Al centro della lunga requisitoria del pm non mancano riferimenti a «vicende usurarie» che vedono tra i protagonisti anche il neo pentito Roberto Porcaro. Che fa le veci di Francesco Patitucci (fino ai primi giorni di dicembre 2019) ristretto in regime di 41 bis quando è stato scarcerato dalla Corte di Assise di Appello di Catanzaro, dopo che in primo grado era stato condannato alla pena di 30 anni di reclusione per la partecipazione con il ruolo di mandante all’omicidio di Luca Bruni.

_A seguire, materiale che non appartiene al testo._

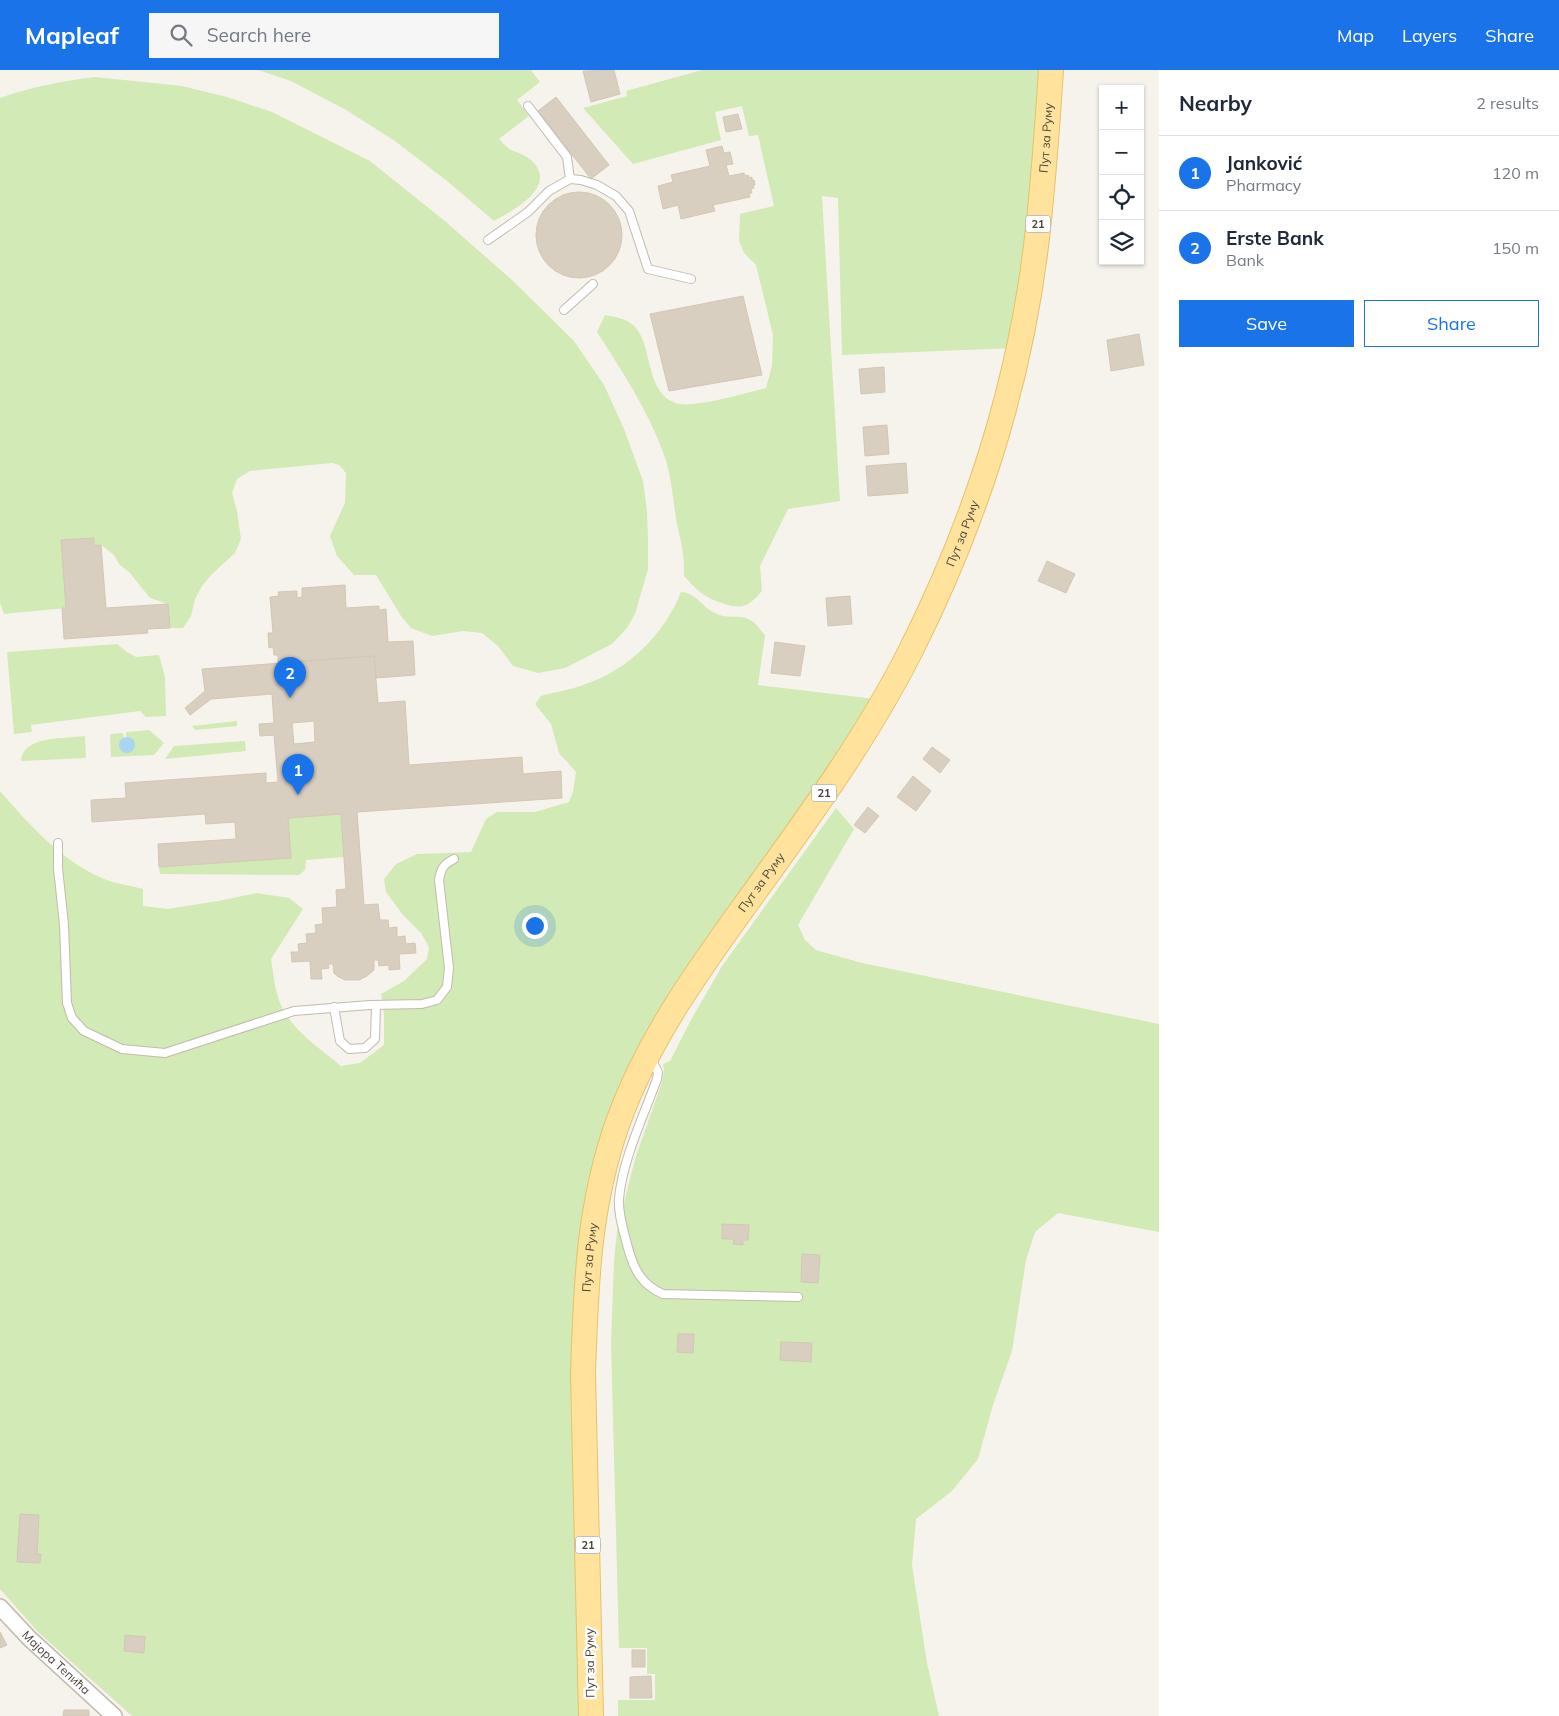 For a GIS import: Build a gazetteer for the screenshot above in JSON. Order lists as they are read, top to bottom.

Dall’altra parte, il secondo gruppo criminale individuato dall’accusa nel procedimento in corso al Tribunale di Cosenza (in composizione collegiale) farebbe capo alla famiglia Abbruzzese, diretto da Luigi (il capo), Nicola, Marco e il cognato Antonio Abruzzese. Lo stesso gruppo sarebbe collegato ai cugini Abbruzzese di Cassano allo Jonio. I gruppi particolarmente attivi in ogni campo dell’attività criminale, dal racket, all’usura, ai danneggiamenti, ai pestaggi, allo spaccio di ogni tipo di sostanza stupefacente, alla gestione del gioco d’azzardo, si riorganizzano a seguito del “vuoto di potere” creatosi sul territorio al termine del processo “Nuova Famiglia” del 2014.

Il ruolo dei pentiti

A confermare l’operatività dei gruppi coinvolti nell’inchiesta sono, oltre agli accertamenti investigativi svolti, anche numerosi collaboratori di giustizia: Luciano Impieri, Ernesto e Adolfo Foggetti, Daniele Lamanna, Giuseppe Montemurro, Luca Pellicori, Vicenzo De Rose, Francesco Noblea, Giuseppe Zaffonte ed infine i due ex membri dei “Banana” Celestino Abbruzzese detto “Micetto” e la moglie Anna Palmieri. Tutti hanno accusato gli indagati che si sarebbero macchiati – a vario titolo – di gravi atti intimidatori nei confronti di commercianti ed imprenditori, vittime di usura e di estorsioni, spaccio di droga, senza tralasciare la commissione di reati violenti: casi di dichiarati intenti lesivi come i propositi di gambizzazione o di soppressione fisica paventati, ad esempio da Marco Abbruzzese detto “Lo Struzzo” passato al 41bis a seguito del coinvolgimento nell’inchiesta denominata “Reset” (leggi qui).